• _EXERCISE OBJECTIVE_
In the entries below, identify every line with the string "major" and copy it.

══════

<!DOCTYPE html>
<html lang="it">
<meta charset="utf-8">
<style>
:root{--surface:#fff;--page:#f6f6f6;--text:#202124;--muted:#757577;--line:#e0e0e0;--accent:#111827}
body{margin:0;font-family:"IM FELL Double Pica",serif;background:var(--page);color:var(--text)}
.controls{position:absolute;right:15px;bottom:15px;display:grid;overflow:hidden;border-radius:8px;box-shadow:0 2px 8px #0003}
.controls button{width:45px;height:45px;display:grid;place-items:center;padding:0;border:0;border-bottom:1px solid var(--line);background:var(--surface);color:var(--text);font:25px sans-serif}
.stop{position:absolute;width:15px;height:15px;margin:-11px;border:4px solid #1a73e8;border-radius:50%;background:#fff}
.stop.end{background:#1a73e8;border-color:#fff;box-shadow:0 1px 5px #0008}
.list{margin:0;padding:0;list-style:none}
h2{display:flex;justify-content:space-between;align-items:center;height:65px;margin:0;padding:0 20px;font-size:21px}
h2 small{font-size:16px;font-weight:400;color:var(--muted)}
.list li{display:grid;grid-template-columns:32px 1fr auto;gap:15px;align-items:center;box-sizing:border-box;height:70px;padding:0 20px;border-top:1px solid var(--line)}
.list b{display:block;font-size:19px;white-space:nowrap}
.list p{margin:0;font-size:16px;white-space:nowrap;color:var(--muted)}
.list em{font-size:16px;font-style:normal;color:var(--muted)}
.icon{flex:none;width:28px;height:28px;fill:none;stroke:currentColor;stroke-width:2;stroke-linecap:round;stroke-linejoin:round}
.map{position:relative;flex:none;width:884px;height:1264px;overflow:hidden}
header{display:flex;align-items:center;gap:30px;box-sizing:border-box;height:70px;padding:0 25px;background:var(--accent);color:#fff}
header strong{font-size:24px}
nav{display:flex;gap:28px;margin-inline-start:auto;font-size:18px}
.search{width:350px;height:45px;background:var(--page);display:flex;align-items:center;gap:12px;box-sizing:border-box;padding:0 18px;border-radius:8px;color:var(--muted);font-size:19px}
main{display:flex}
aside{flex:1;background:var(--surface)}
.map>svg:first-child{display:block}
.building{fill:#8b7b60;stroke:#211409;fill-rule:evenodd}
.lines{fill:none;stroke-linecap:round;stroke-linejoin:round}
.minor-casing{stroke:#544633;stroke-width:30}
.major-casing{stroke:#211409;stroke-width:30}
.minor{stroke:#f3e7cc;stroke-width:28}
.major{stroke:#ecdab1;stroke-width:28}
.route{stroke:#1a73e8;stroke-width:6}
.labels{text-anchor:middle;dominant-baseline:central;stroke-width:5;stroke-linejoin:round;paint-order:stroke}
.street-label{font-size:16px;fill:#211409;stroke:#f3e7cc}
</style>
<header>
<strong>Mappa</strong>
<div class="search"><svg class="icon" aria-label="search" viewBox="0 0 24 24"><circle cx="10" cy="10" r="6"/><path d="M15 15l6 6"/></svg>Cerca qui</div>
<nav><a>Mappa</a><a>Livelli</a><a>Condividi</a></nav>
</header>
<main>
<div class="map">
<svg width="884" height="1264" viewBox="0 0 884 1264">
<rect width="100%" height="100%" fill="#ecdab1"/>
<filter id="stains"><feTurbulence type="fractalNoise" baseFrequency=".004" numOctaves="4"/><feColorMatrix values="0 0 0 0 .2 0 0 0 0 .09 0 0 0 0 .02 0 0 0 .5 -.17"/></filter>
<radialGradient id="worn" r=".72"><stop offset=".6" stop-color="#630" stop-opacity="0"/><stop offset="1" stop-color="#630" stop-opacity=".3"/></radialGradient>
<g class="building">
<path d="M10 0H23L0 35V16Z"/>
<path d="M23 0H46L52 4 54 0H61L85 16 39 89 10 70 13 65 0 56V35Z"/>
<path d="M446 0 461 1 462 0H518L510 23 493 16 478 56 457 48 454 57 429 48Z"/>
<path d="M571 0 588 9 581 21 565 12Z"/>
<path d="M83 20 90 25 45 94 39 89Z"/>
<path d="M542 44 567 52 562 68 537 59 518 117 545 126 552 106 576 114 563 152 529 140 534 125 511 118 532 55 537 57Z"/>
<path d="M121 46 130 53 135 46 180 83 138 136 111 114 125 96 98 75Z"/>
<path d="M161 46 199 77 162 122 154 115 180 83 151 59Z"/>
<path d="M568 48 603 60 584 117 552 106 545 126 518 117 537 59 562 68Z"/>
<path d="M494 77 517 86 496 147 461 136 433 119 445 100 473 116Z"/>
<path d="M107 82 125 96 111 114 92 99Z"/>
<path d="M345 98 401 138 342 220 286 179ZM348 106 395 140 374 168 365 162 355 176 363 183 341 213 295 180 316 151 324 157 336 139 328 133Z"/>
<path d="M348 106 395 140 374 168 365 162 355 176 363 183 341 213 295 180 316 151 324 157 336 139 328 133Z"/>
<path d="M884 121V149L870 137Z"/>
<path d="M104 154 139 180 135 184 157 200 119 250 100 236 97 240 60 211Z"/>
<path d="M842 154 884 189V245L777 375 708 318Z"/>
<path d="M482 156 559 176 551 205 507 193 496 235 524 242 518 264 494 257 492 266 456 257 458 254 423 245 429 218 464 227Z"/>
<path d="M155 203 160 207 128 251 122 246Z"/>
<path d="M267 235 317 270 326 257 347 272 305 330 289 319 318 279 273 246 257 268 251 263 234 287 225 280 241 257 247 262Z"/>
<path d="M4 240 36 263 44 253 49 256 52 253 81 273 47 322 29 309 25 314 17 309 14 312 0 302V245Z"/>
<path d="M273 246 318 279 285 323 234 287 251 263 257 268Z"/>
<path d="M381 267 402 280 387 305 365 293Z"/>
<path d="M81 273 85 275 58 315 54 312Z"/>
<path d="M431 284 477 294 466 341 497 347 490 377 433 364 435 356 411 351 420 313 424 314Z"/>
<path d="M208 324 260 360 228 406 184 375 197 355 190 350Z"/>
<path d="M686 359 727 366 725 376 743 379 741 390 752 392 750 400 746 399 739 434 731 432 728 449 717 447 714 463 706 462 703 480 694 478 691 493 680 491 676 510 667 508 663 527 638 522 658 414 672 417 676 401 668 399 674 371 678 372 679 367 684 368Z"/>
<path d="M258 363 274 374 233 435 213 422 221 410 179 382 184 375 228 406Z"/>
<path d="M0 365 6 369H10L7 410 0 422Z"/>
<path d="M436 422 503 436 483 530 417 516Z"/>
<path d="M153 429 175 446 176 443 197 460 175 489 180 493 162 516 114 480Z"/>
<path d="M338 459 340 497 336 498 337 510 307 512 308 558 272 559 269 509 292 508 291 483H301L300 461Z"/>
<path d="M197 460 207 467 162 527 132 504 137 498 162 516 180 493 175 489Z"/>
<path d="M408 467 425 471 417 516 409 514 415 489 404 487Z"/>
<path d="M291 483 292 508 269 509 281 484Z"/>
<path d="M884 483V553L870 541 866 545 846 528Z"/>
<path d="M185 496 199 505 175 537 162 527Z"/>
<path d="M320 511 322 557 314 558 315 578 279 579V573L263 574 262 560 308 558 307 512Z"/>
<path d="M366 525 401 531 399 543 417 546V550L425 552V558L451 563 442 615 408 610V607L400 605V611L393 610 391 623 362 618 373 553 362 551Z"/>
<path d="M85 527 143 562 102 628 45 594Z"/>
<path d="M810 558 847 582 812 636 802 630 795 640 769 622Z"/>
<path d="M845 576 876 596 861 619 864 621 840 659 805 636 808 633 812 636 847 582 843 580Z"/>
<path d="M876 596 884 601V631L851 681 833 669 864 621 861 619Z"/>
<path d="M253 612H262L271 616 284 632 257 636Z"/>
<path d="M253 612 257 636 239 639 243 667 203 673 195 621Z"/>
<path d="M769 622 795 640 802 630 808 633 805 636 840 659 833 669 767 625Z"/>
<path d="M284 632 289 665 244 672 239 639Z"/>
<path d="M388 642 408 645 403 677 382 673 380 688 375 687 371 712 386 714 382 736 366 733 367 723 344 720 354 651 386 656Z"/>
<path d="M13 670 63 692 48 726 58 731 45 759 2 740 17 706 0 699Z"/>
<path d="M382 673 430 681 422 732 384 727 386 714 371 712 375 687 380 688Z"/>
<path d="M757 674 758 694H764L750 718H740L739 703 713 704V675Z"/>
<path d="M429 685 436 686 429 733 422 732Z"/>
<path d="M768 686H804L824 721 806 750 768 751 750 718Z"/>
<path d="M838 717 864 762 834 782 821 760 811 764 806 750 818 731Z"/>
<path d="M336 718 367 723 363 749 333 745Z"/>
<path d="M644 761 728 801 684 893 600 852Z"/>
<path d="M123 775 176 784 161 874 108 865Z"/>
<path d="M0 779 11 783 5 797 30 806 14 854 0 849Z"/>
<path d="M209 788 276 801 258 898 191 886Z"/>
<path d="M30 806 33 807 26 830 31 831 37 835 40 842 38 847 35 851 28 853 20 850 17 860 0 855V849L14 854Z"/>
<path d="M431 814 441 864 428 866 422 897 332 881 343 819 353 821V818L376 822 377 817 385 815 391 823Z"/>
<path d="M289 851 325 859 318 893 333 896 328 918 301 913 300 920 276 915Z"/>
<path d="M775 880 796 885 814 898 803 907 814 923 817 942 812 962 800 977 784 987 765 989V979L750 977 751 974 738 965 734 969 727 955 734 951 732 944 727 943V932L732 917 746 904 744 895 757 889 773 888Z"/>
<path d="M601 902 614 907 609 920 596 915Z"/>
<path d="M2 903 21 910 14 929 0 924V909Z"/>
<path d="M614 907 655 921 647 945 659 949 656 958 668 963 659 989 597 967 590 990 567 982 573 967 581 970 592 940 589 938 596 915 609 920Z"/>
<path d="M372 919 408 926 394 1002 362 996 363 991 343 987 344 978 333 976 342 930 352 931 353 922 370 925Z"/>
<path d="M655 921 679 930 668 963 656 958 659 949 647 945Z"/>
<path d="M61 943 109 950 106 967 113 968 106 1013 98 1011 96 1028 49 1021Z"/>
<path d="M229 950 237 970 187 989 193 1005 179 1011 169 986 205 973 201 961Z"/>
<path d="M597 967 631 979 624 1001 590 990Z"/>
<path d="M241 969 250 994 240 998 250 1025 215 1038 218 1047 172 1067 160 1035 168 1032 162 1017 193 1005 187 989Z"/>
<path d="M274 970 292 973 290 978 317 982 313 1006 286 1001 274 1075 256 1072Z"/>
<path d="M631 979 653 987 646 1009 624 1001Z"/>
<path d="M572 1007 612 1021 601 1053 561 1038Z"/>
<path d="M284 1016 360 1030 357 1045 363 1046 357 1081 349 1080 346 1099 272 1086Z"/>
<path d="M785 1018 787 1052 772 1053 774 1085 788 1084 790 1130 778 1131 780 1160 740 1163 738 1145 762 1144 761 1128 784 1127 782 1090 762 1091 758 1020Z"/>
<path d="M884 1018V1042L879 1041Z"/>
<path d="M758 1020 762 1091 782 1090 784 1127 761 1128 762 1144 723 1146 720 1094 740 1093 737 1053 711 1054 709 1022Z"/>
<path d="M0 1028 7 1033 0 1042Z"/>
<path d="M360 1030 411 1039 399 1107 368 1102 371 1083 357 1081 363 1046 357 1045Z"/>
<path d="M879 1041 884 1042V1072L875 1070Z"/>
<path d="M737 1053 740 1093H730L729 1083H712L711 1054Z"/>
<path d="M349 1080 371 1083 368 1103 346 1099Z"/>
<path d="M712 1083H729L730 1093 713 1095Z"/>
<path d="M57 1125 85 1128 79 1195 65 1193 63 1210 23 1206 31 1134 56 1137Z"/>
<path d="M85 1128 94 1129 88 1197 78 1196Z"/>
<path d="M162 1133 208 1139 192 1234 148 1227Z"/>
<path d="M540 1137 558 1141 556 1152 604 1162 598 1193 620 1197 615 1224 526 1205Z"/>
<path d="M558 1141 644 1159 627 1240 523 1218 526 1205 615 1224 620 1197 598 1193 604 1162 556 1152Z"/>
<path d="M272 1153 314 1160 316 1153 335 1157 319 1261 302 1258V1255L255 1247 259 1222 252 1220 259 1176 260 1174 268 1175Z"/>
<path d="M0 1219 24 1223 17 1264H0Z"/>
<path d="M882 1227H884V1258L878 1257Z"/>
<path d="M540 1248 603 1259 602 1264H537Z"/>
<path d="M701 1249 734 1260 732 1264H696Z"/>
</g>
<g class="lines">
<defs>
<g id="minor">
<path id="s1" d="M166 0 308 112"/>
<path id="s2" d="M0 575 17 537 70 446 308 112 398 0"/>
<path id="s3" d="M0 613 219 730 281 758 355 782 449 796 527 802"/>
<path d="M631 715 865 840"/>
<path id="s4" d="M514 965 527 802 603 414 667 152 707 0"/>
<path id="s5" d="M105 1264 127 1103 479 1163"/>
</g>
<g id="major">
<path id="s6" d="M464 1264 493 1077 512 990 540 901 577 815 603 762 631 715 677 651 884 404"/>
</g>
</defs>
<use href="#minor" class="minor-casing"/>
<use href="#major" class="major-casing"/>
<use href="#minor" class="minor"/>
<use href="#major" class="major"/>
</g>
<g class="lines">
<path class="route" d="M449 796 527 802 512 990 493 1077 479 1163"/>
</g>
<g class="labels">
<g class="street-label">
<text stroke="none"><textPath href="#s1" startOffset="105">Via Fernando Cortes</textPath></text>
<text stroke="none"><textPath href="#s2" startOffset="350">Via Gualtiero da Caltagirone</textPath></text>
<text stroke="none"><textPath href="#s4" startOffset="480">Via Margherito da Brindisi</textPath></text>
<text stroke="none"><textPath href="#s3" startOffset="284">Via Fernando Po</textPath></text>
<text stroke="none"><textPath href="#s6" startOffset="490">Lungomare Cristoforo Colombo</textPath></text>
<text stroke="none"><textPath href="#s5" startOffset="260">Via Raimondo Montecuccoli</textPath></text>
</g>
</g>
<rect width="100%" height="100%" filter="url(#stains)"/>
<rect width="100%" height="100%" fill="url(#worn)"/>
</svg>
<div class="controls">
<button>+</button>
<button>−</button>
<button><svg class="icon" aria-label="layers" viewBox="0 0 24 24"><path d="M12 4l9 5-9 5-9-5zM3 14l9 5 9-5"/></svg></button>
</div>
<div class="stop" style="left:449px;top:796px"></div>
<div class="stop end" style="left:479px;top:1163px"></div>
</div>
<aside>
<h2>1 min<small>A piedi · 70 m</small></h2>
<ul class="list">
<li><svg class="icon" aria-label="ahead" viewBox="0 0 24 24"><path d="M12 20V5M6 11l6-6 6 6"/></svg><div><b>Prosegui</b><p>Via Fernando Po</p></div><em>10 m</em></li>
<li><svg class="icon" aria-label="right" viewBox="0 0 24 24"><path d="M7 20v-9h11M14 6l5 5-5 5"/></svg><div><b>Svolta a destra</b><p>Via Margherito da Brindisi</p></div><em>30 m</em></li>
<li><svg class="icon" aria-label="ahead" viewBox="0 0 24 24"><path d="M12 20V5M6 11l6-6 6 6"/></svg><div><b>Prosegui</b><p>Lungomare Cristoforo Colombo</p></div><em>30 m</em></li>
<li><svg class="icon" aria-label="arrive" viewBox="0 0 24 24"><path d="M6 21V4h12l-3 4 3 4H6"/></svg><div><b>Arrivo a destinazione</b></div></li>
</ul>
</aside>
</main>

══════

• _WRITTEN REPLY_
.major-casing{stroke:#211409;stroke-width:30}
.major{stroke:#ecdab1;stroke-width:28}
<g id="major">
<use href="#major" class="major-casing"/>
<use href="#major" class="major"/>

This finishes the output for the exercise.